It may be curtains in Kyoto for venerable gamemaker Nintendo, after the company's huge bet that falling sales could be saved by the spring release of its 3DS portable have turned out to be much worse than even the worst-case scenario.
Nintendo's fortunes following the U.S. release of the new handheld in March (February in Japan) was supposed to herald a resurgence for the company. Wii sales have dropped precipitously, and the introduction of the Wii U at this year's Electronic Entertainment Expo was greeted with a big yawn.

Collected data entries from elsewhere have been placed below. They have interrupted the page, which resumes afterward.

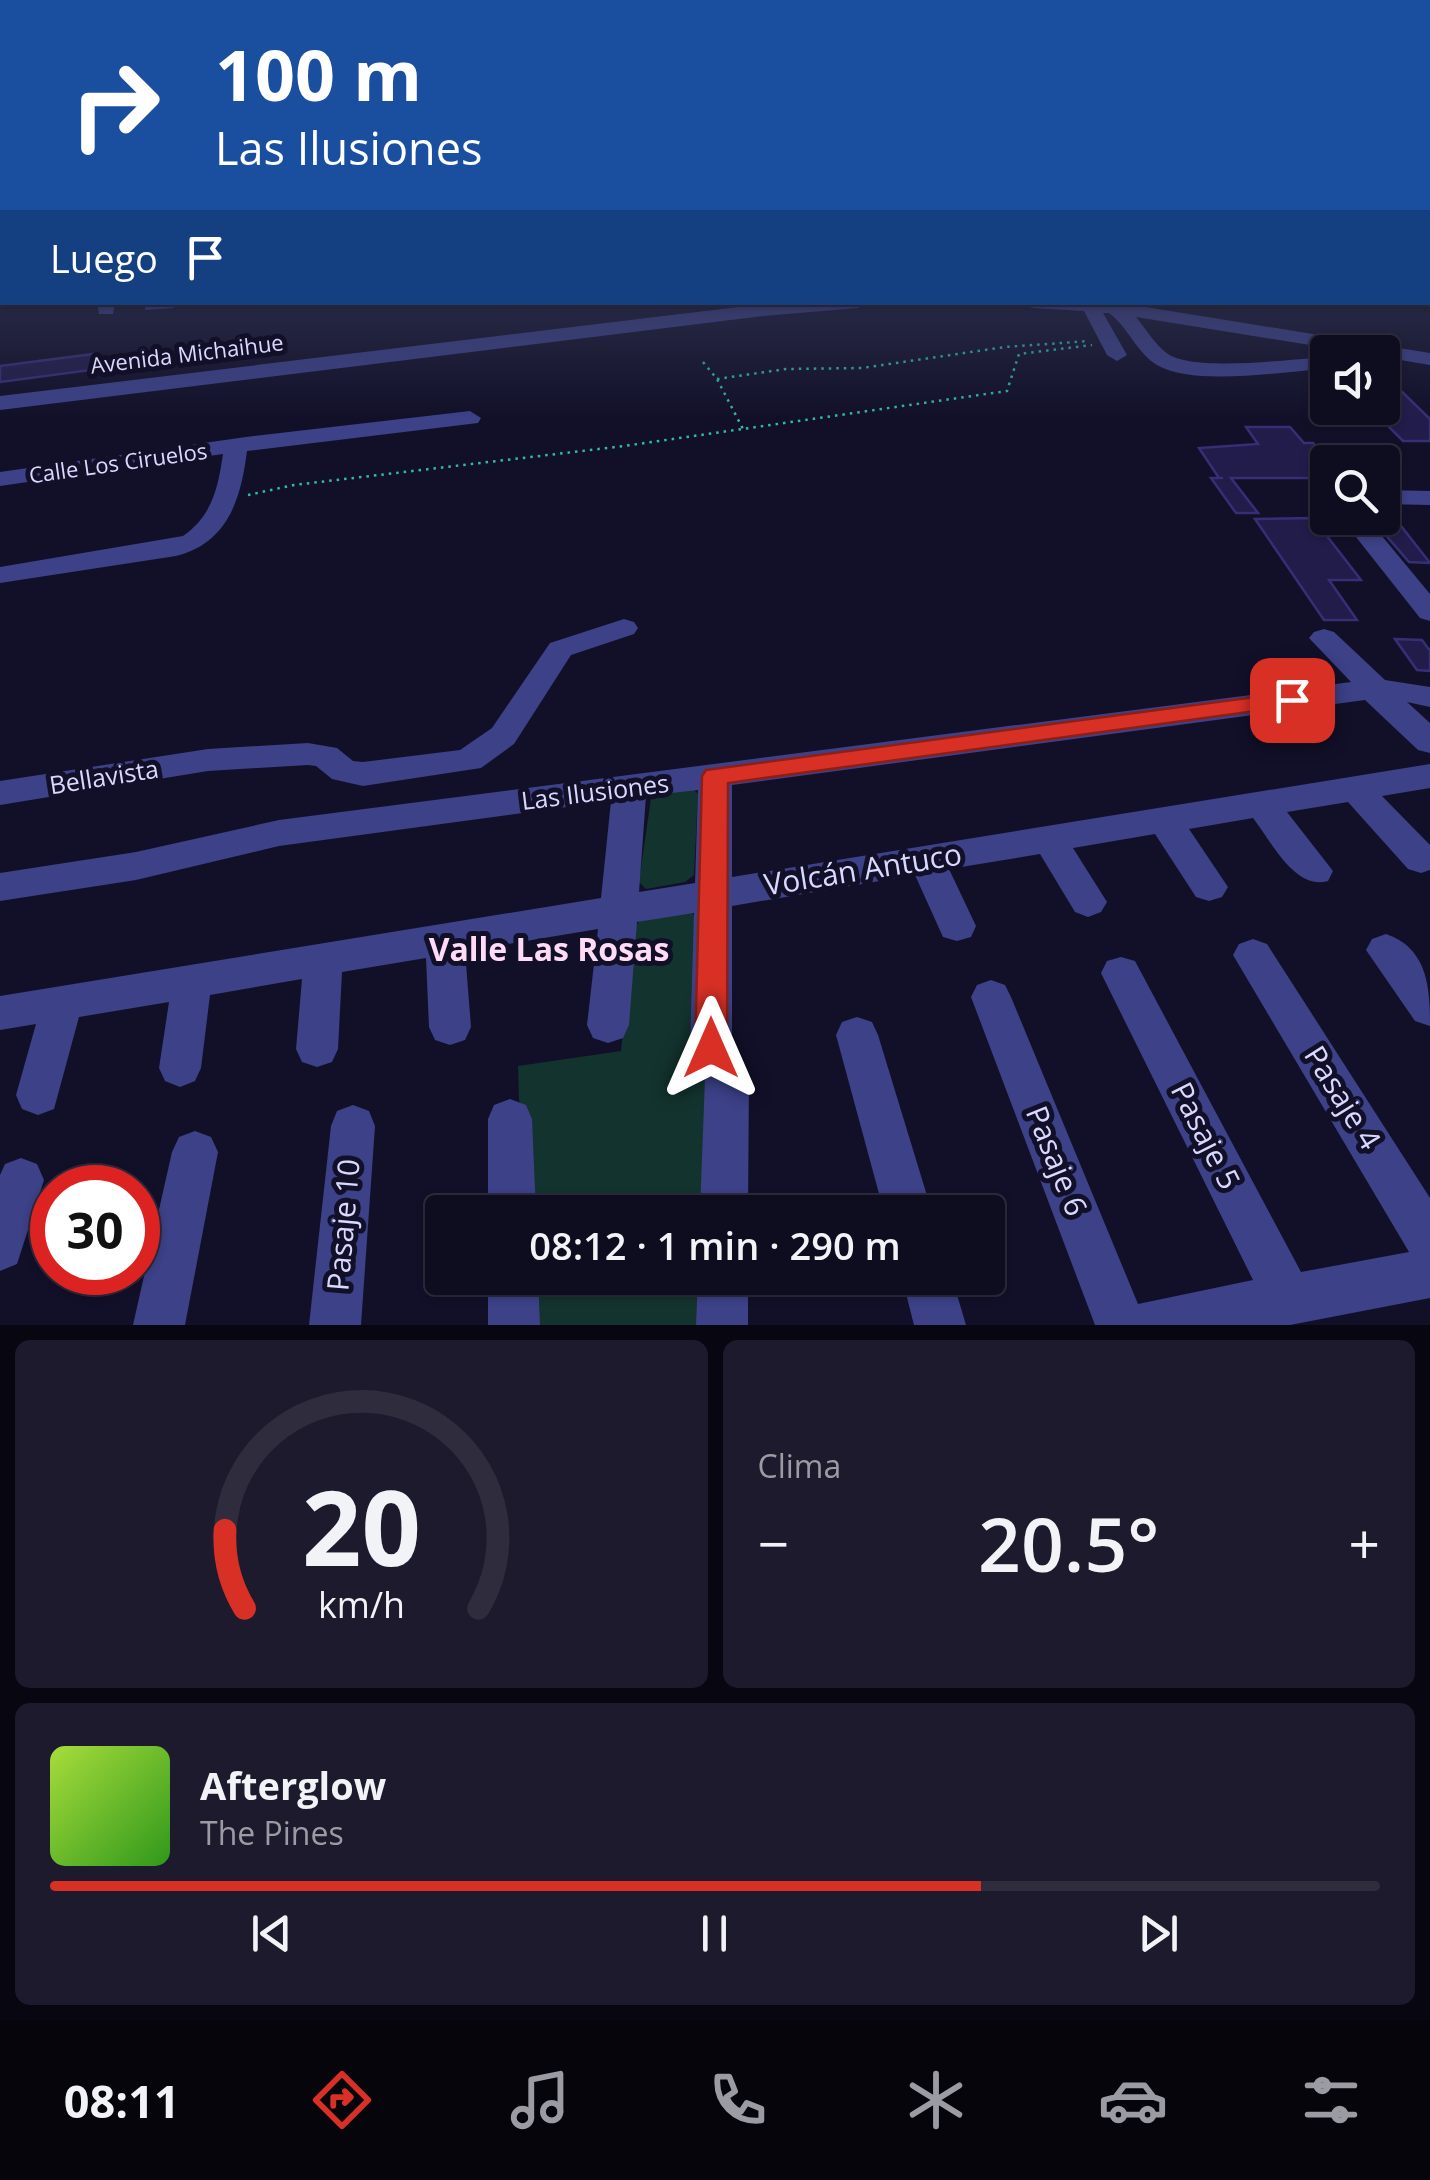 <!DOCTYPE html>
<html lang="es">
<meta charset="utf-8">
<style>
body{margin:0;font-family:"Open Sans",sans-serif;background:#1c1a2c;color:#f1f3f6;height:100vh;display:flex;flex-direction:column;font-size:38px;white-space:nowrap}
*{box-sizing:border-box;margin:0}
p{font-size:32px;color:#9b9ba4}
.icon{flex:none;width:55px;height:55px;fill:none;stroke:currentColor;stroke-width:2;stroke-linecap:round;stroke-linejoin:round}
.map{position:relative;height:1325px;overflow:hidden}
.drawer{display:flex;flex-direction:column;gap:15px;padding:15px;background:#080711;flex:1}
.drawer>*{flex:none}
.hud{position:absolute;left:0px;top:0px;width:1430px;height:305px;box-shadow:0 2px 8px #0004,0 0 0 2px #2e2c3d;background:#1a4fa0;color:#fff;overflow:hidden}
.tools{position:absolute;left:1310px;top:335px;display:grid;gap:20px}
.tools a{display:grid;place-items:center;width:90px;height:90px;border-radius:10px;background:#0e0c1f;box-shadow:0 2px 8px #0004,0 0 0 2px #2e2c3d;font-size:50px}
.speed{position:absolute;left:30px;top:1165px;display:flex;gap:20px;font-size:50px;font-weight:700;text-align:center}
.speed>*{display:grid;place-content:center;width:130px;height:130px;border-radius:50%;background:#0e0c1f;box-shadow:0 2px 8px #0004,0 0 0 2px #2e2c3d;line-height:1}
.speed .limit{border:15px solid #d22;background:#fff;color:#111}
.pin{position:absolute;display:grid;place-items:center;width:85px;height:85px;color:#fff;margin:-42px;border-radius:20px;box-shadow:0 5px 15px #0006}
.me{position:absolute;width:110px;margin:-55px;rotate:0deg;stroke-linejoin:round;filter:drop-shadow(0 0 8px #0008)}
.turn{display:flex;align-items:center;gap:35px;height:210px;padding:0 50px;font-size:45px}
.turn .icon{width:130px;height:130px;stroke-width:2.5}
.turn b{display:block;font-size:70px;line-height:85px}
.then{display:flex;align-items:center;height:95px;padding:0 50px;background:#0003;gap:20px;font-size:38px}
.big{font-size:75px;font-weight:600;line-height:1.1}
.drawer .card{flex:1;display:flex;flex-direction:column;justify-content:center;gap:15px;min-width:0;padding:0 35px;border-radius:15px;background:#1c1a2c}
.drawer .dial{align-items:center;gap:0}
.dial svg{height:260px;overflow:visible;fill:none;stroke:#2e2c3d;stroke-width:7;stroke-linecap:round;text-anchor:middle}
.dial text{fill:#f1f3f6;stroke:none}
.song{display:flex;align-items:center;gap:30px}
.cover{width:120px;height:120px;border-radius:15px;background:linear-gradient(135deg,hsl(80 70% 55%),hsl(110 70% 35%))}
.played{height:10px;border-radius:5px;background:linear-gradient(90deg,#d93025 70%,#2e2c3d 70%)}
.keys{display:flex;justify-content:space-around;direction:ltr}
.heat{display:flex;justify-content:space-between;align-items:center;font-size:55px;direction:ltr}
.drawer .tiles{flex:1;display:grid;gap:15px;grid-template-columns:1fr 1fr}
.card:last-child{grid-column:span 2}
.trip{position:absolute;left:425px;top:1195px;width:580px;height:100px;border-radius:10px;background:#0e0c1f;box-shadow:0 2px 8px #0004,0 0 0 2px #2e2c3d;font-weight:600;line-height:100px;text-align:center}
.tabs{display:flex;height:160px;justify-content:space-around;align-items:center;background:#06050c;color:#9b9ba4}
.tabs .icon{width:70px;height:70px}
.tabs .on{color:#d93025}
.tabs b{font-size:45px;color:#f1f3f6}
.map>svg:first-child{display:block}
.green{fill:#13332e}
.building{fill:#211c4a;stroke:#352f76;stroke-width:2.5}
.lines{fill:none;stroke-linecap:round;stroke-linejoin:round}
.path{stroke:#30bba3;stroke-width:2.5;stroke-dasharray:2.5 5;stroke-linecap:butt}
.minor{fill:#3c4188;fill-rule:evenodd}
.route{fill:#d93025;stroke:#8d1f18;stroke-width:2.5}
.labels{text-anchor:middle;stroke-width:10;stroke-linejoin:round;paint-order:stroke}
.far-street-label{font-size:22px;fill:#d9d9ff;stroke:#121029}
.street-label{font-size:25px;fill:#d9d9ff;stroke:#121029}
.near-street-label{font-size:30px;fill:#d9d9ff;stroke:#121029}
.near-neighbourhood-label{font-size:32px;font-weight:bold;fill:#ffdbf6;stroke:#121029}
</style>
<div class="map">
<svg width="1430" height="1325" viewBox="0 0 1430 1325">
<rect width="100%" height="100%" fill="#121029"/>
<g class="green">
<path d="M692,788l6,6 -4,81 -9,7 -39,7 -7,-7 12,-84 4,-6z"/>
<path d="M691,911l6,9 -8,142 3,10 17,2 -3,138h-182v-92l-5,-20 -1,-34 103,-15 12,-120 7,-11z"/>
<path d="M527,1278h178l-1,47h-175z"/>
</g>
<g class="building">
<path d="M93,354l-2,16 -91,12v-16z"/>
<path d="M1382,383h11l37,36v22h-27l-33,-33h12z"/>
<path d="M1246,427h44l14,16h9l9,11h6v24h-97l27,35h-22l-25,-35h12h-4l-20,-30 59,-4z"/>
<path d="M1382,508h5l43,55 -21,-1 -38,-44h11z"/>
<path d="M1313,518l48,62h-32l28,40h-33l-69,-101z"/>
<path d="M1395,639l27,1 8,11v20l-13,-1z"/>
</g>
<g class="lines">
<g class="path">
<path d="M703,362l14,17 26,50"/>
<path d="M717,379l69,-10 76,-1 143,-21 84,-6"/>
<path d="M248,495l46,-10 330,-39 383,-55 12,-37 73,-9"/>
</g>
<g class="minor">
<path d="M97,302h18l-2,12h-14z"/>
<path d="M145,302h37l-9,6 -28,2z"/>
<path d="M867,302l-9,6 -95,8 -763,94v-14l763,-92z"/>
<path d="M1023,302h92l315,51v12l-48,-8v-5h-29l-217,-35c10,12 19,28 32,37 26,18 125,5 160,3v12c-45,2 -133,18 -171,-4 -20,-12 -29,-38 -48,-52h-6l24,42 -10,6 -10,-6 -23,-44 -52,-3z"/>
<path d="M470,411l11,7 -3,5 -231,28c-6,48 -19,92 -71,105l-176,27v-16l183,-31c29,-20 35,-48 40,-82l-223,32v-14l246,-35z"/>
<path d="M1382,490l48,1v14l-48,-1z"/>
<path d="M1341,518h26l63,76v27l-10,-3z"/>
<path d="M624,619l10,3 4,6 -4,6 -63,21 -57,89 -33,24 -118,18 -31,-7 -16,-13 -8,-1 -100,6 -208,34v-24l208,-32 100,-6 29,5 16,13 10,1 97,-12 32,-22 58,-85z"/>
<path d="M1324,629l10,3 51,48 45,7v20l-23,-5 23,21v30l-12,-3 -53,-50 -633,85v92l698,-113v24l-48,8 48,49v25l-9,3 -13,-4 -60,-67 -61,10 46,59 -5,10c-33,10 -57,-40 -75,-63l-64,11 39,58 -6,10 -13,4 -13,-4 -41,-63 -82,14 34,54 -6,10 -13,5 -13,-5 -35,-58 -91,15 27,57 -5,11 -14,4 -14,-4 -28,-62 -183,31v139l17,29 -1,138h-48l5,-135 -15,-29 4,-135 -57,9 -8,103 -6,13 -15,5 -15,-5 -6,-13 11,-96 -133,22 6,76 -6,13 -15,5 -15,-5 -6,-13 -3,-69 -84,14 -4,77 -6,13 -15,5 -15,-5 -6,-13 6,-70 -92,16 -9,73 -6,13 -15,6 -15,-6 -6,-13 10,-66 -90,15 -25,92 -16,6 -16,-6 -6,-14 20,-71 -36,6v-34l601,-98 10,-97 -332,45 -143,34 -136,21v-28l136,-21 143,-32 1072,-138 -42,-44 5,-6zM698,790l-3,93 -56,9 7,-96z"/>
<path d="M1386,934c42,14 44,55 44,92l-15,-5 -49,-71 6,-11z"/>
<path d="M1253,939l14,5 163,254v100l-140,27h-195l-124,-328 6,-12 14,-5 14,5 6,12 127,307 115,-24 -152,-307 6,-12 14,-4 14,4 166,311 108,-20 -176,-297 6,-11z"/>
<path d="M857,1017l15,5 6,13 54,177h-48l-48,-177 6,-13z"/>
<path d="M510,1099l16,6 6,14 4,93h-48v-93l6,-14z"/>
<path d="M353,1105l16,6 6,15 -14,199h-52l22,-199 6,-15z"/>
<path d="M195,1131l16,6 7,15 -33,173h-52l39,-173 7,-15z"/>
<path d="M21,1158l16,6 7,16 -27,84 -17,7v-96l5,-11z"/>
<path d="M488,1278h50l2,47h-52z"/>
<path d="M698,1278h50v47h-52z"/>
<path d="M902,1278h50l14,47h-52z"/>
</g>
</g>
<linearGradient id="sky" x2="0" y2="1"><stop stop-color="#0a0917"/><stop offset="0.56" stop-color="#333754"/><stop offset="1" stop-color="#333754" stop-opacity="0"/></linearGradient>
<rect width="1430" height="419" fill="url(#sky)"/>
<path class="route" d="M1292,692l12,8 -4,5 -572,78 -1,265 -4,10 -12,4 -11,-4 -5,-10 7,-272 4,-6z"/>
<g class="labels">
<g class="far-street-label">
<text transform="translate(187 354) rotate(-7)" y="8">Avenida Michaihue</text>
<text transform="translate(118 463) rotate(-8)" y="8">Calle Los Ciruelos</text>
</g>
<g class="street-label">
<text transform="translate(104 777) rotate(-9)" y="9">Bellavista</text>
<text transform="translate(595 792) rotate(-7)" y="9">Las Ilusiones</text>
</g>
<g class="near-street-label">
<text transform="translate(863 870) rotate(-9)" y="10">Volcán Antuco</text>
<text transform="translate(1342 1098) rotate(58)" y="10">Pasaje 4</text>
<text transform="translate(1205 1136) rotate(63)" y="10">Pasaje 5</text>
<text transform="translate(1056 1161) rotate(68)" y="10">Pasaje 6</text>
<text transform="translate(344 1225) rotate(-85)" y="10">Pasaje 10</text>
</g>
<g class="near-neighbourhood-label">
<text x="549" y="961">Valle Las Rosas</text>
</g>
</g>
</svg>
<div class="tools">
<a><svg class="icon" aria-label="sound" viewBox="0 0 24 24"><path d="M4 9h4l5-4v14l-5-4H4zM17 9q2 3 0 6"/></svg></a>
<a><svg class="icon" aria-label="search" viewBox="0 0 24 24"><circle cx="10" cy="10" r="6"/><path d="M15 15l6 6"/></svg></a>
</div>
<div class="speed"><div class="limit">30</div></div>
<div class="pin" style="left:1292px;top:700px;background:#d93025"><svg class="icon" aria-label="arrive" viewBox="0 0 24 24"><path d="M6 21V4h12l-3 4 3 4H6"/></svg></div>
<svg class="me" style="left:711px;top:1048px" viewBox="-20 -20 40 40"><path d="M0-17L14 15 0 8-14 15z" fill="#d93025" stroke="#fff" stroke-width="4"/></svg>
<div class="trip">08:12 · 1 min · 290 m</div>
<div class="hud">
<div class="turn"><svg class="icon" aria-label="right" viewBox="0 0 24 24"><path d="M7 20v-9h11M14 6l5 5-5 5"/></svg><div><b>100 m</b>Las Ilusiones</div></div>
<div class="then">Luego<svg class="icon" aria-label="arrive" viewBox="0 0 24 24"><path d="M6 21V4h12l-3 4 3 4H6"/></svg></div>
</div>
</div>
<section class="drawer">
<div class="tiles">
<div class="card dial"><svg viewBox="0 0 100 80">
<path d="M14 69A42 42 0 1 1 86 69"/>
<path d="M14 69A42 42 0 0 1 8 45" stroke="#d93025"/>
<text x="50" y="56" font-size="32" font-weight="700">20</text>
<text x="50" y="72" font-size="11">km/h</text>
</svg></div>
<div class="card"><p>Clima</p>
<div class="heat"><a>−</a><b class="big">20.5°</b><a>+</a></div>
</div>
<div class="card">
<div class="song"><i class="cover"></i><div><b>Afterglow</b><p>The Pines</p></div></div>
<div class="played"></div>
<div class="keys"><svg class="icon" aria-label="previous" viewBox="0 0 24 24"><path d="M18 5L8 12l10 7zM5 5v14"/></svg><svg class="icon" aria-label="pause" viewBox="0 0 24 24"><path d="M8 5v14M16 5v14"/></svg><svg class="icon" aria-label="next" viewBox="0 0 24 24"><path d="M6 5l10 7-10 7zM19 5v14"/></svg></div>
</div>
</div>
</section>
<nav class="tabs">
<b>08:11</b>
<svg class="icon on" aria-label="directions" viewBox="0 0 24 24"><path d="M12 3l9 9-9 9-9-9zM9 14v-3h6M13 9l2 2-2 2"/></svg>
<svg class="icon" aria-label="music" viewBox="0 0 24 24"><path d="M9 18V5l10-2v13"/><circle cx="6" cy="18" r="3"/><circle cx="16" cy="16" r="3"/></svg>
<svg class="icon" aria-label="phone" viewBox="0 0 24 24"><path d="M5 4h4l2 5-3 2q2 4 5 5l2-3 5 2v4C11 20 4 13 5 4z"/></svg>
<svg class="icon" aria-label="climate" viewBox="0 0 24 24"><path d="M12 3v18M4 7l16 10M4 17L20 7"/></svg>
<svg class="icon" aria-label="car" viewBox="0 0 24 24"><path d="M5 17H2v-5l4-1 3-4h7l3 4 3 1v5h-3M9 17h6M6 11h13"/><circle cx="7" cy="17" r="2"/><circle cx="17" cy="17" r="2"/></svg>
<svg class="icon" aria-label="filters" viewBox="0 0 24 24"><path d="M4 7h16M4 17h16"/><circle cx="9" cy="7" r="2"/><circle cx="15" cy="17" r="2"/></svg>
</nav>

Instead, the company reported last week that its estimated profit for the fiscal year ending March 2012 was being cut a whopping 82 percent, from an expected $1.41 billion to a mere $257 million. Bloomberg says that's almost 70 percent below the lowest estimate from a group of 21 analysts.
So what is Nintendo going to do? Cut the price of the 3DS by more than a third on Aug. 12, from $250 to $170. Similar price reductions will occur in Japan and Europe, ostensibly to compete with Sony's forthcoming Playstation Vita, which is planned to retail for $250. Unfortunately, I don't think it's going to help one bit.
Part of Nintendo's problem is its previously rabid courting of the casual gaming audience. This was a sound strategy six years ago, when cell phones primarily used MobileWeb and tablet computers didn't exist.
But now every Dick and Jane with a battery charger and a smartphone contract has a premium game device at their fingertips, complete with motion controls, touchscreens, exceptional graphics and audio, a gaggle of friends with whom to play Angry Birds or Farmville — and no social stigma that usually accompanies being a gamer.
"Nintendo is getting desperate," Koichi Ogawa, chief portfolio manager at Daiwa SB Investments in Tokyo, told Bloomberg. "The video-game industry is in a tough period with consumers shifting to playing on their smartphones."
Ironic, considering Nintendo pioneered much of that populist technology. In essence, the House of Mario is a victim of its own success.
The former playing-card company put out its shingle making games accessible, from the 8-bit NES to its never-ending iterations of the stylus-controlled DS format. Where it's failing, however, is in its inability to move past its core competency and show any true innovation for the next product cycle ... or even the current one, for that matter.
It's not that the 3DS isn't an amazing piece of hardware. Truly, its glasses-free 3D capabilities are fascinating, if not truly new. Leave it to Nintendo to pack expensive technology into a superbly designed piece of hardware. No, the problem is that once you get past the 3D dog-and-pony show (and even the Augmented Reality gimmick, which I really love), there's not much there, there.
Tentpole titles have been lackluster. Super Monkey Ball 3D and Resident Evil: Mercenaries 3D are simply expanded minigames. Most games seem to be typical DS offerings, but with meager 3D effects thrown in for no apparent reason, other than to increase the bottom line — a strategy also negatively affecting the film industry.
While third-party support has always been vital to hardware success, Nintendo has been king of first-party devotees. More than four months after the 3DS was released, all they have to tout now is the retread The Legend of Zelda: Ocarina of Time 3D. That makes president Satoru Iwata's promise that a Mario Kart port will turn things around look even more frantic.
Until this system — and this company — find something truly unique upon which to pin their hopes from now on, things can only go downhill. Sony has chosen to chase the technogeek crowd. Microsoft has a solid fanbase in online gaming. But Nintendo is losing its casual crown, and is unlikely to ever get it back.
Too bad the stopgap Wii U will likely be a costly error, too. Don't believe me? Ask anyone who bought a Sega Saturn.